[Collected data]
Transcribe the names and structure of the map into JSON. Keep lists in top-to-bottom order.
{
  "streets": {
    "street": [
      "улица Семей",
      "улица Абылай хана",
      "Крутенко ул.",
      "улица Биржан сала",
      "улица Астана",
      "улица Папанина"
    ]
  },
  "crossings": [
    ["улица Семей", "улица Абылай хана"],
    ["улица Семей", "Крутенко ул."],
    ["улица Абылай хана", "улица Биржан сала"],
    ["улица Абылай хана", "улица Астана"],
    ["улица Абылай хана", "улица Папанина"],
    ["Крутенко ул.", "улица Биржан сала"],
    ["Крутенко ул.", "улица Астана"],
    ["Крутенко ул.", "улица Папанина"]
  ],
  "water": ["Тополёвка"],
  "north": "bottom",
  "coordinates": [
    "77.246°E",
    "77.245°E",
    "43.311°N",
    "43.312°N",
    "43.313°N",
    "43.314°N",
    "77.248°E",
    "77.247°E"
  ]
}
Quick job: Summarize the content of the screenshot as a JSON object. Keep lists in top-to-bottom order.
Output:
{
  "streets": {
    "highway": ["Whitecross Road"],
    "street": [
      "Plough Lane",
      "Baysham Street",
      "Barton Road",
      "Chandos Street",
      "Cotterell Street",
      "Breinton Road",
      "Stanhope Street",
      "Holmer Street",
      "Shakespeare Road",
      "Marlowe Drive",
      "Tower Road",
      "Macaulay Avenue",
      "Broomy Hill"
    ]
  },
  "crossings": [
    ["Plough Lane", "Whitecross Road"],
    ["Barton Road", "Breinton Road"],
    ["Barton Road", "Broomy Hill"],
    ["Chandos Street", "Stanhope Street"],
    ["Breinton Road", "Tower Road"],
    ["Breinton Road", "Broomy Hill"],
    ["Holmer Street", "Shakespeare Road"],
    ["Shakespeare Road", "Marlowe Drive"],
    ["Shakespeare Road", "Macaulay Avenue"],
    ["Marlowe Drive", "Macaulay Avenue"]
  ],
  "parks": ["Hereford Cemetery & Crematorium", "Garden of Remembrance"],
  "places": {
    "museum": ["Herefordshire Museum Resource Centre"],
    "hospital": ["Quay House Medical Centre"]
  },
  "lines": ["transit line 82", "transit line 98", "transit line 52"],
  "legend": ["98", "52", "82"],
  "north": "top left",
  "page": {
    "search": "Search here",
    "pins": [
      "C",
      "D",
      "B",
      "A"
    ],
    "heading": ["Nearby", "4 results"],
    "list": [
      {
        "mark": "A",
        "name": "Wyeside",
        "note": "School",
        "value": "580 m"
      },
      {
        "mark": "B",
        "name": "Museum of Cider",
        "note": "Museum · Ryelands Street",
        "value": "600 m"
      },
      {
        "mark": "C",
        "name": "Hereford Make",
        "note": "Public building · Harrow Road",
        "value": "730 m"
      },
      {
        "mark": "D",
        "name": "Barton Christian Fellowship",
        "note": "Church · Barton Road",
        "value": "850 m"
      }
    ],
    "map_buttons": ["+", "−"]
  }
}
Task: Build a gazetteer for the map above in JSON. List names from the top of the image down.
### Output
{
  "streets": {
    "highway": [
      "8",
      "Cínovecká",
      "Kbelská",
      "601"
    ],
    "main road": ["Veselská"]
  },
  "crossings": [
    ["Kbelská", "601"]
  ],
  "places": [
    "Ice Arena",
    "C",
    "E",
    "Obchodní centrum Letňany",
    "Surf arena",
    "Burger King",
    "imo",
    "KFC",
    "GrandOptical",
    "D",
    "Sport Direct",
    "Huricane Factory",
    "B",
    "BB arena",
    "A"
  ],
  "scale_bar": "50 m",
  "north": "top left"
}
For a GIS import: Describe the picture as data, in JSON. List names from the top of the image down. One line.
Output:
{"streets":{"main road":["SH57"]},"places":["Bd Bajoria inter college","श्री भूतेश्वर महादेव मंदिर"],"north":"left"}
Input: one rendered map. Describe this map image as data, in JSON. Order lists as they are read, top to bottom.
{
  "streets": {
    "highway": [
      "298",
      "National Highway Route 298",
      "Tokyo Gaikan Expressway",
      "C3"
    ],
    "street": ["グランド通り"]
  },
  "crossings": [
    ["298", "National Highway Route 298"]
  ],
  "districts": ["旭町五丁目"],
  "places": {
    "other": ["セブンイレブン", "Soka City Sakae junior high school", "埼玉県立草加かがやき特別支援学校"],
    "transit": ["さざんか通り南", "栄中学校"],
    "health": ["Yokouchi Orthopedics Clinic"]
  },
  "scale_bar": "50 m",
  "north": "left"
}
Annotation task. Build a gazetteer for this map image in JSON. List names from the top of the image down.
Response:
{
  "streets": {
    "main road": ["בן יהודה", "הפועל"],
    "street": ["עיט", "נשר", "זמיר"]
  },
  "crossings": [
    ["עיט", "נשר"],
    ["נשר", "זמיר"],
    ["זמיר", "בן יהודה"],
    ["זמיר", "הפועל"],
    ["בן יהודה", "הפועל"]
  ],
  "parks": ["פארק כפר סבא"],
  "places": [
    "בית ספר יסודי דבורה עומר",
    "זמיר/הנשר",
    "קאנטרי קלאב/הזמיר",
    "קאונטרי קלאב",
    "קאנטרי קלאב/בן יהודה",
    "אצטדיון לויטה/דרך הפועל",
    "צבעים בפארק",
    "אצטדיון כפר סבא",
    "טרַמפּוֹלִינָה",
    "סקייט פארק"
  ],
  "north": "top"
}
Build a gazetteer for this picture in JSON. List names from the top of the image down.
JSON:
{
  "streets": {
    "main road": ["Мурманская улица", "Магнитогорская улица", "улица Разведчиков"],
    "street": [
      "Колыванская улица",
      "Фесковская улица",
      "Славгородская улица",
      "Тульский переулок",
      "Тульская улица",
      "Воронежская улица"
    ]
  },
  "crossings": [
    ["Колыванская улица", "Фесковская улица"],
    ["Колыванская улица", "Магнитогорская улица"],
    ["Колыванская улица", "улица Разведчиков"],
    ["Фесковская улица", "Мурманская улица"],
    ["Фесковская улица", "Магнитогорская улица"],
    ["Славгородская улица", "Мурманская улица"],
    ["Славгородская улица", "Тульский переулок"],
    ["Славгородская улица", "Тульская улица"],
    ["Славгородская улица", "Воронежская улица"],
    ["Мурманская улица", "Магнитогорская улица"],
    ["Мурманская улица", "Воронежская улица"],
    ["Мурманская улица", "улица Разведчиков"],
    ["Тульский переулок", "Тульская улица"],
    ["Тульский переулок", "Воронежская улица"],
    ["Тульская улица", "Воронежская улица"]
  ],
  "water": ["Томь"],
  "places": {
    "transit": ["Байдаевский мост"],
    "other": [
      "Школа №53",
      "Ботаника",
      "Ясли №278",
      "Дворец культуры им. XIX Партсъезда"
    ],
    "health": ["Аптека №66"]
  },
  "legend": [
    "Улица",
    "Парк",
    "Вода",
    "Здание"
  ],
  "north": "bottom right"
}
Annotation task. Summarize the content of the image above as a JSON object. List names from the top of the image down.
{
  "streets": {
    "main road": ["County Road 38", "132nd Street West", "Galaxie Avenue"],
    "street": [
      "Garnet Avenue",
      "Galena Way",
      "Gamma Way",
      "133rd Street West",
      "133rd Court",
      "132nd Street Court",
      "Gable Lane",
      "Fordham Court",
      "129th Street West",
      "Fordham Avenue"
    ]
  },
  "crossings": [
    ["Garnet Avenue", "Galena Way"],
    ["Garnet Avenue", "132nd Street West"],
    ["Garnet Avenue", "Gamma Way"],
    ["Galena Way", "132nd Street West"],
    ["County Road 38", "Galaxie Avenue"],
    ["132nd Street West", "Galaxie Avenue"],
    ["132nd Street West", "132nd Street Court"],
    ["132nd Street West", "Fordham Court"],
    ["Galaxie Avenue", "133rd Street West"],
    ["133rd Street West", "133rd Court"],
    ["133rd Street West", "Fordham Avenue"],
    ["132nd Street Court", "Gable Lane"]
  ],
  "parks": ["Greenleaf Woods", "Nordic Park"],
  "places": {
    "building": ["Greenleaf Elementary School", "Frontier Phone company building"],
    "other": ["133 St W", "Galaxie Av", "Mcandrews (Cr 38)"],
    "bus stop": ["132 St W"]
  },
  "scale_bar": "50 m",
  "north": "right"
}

● **WHAT THE TASK REQUIRES**
Using the data above, reproduce exactly the lines from the line that contains "For a GIS import: Describe" through the line that contains "Annotation task. Build", including both.

● **EXERCISE OUTPUT**
For a GIS import: Describe the picture as data, in JSON. List names from the top of the image down. One line.
Output:
{"streets":{"main road":["SH57"]},"places":["Bd Bajoria inter college","श्री भूतेश्वर महादेव मंदिर"],"north":"left"}
Input: one rendered map. Describe this map image as data, in JSON. Order lists as they are read, top to bottom.
{
  "streets": {
    "highway": [
      "298",
      "National Highway Route 298",
      "Tokyo Gaikan Expressway",
      "C3"
    ],
    "street": ["グランド通り"]
  },
  "crossings": [
    ["298", "National Highway Route 298"]
  ],
  "districts": ["旭町五丁目"],
  "places": {
    "other": ["セブンイレブン", "Soka City Sakae junior high school", "埼玉県立草加かがやき特別支援学校"],
    "transit": ["さざんか通り南", "栄中学校"],
    "health": ["Yokouchi Orthopedics Clinic"]
  },
  "scale_bar": "50 m",
  "north": "left"
}
Annotation task. Build a gazetteer for this map image in JSON. List names from the top of the image down.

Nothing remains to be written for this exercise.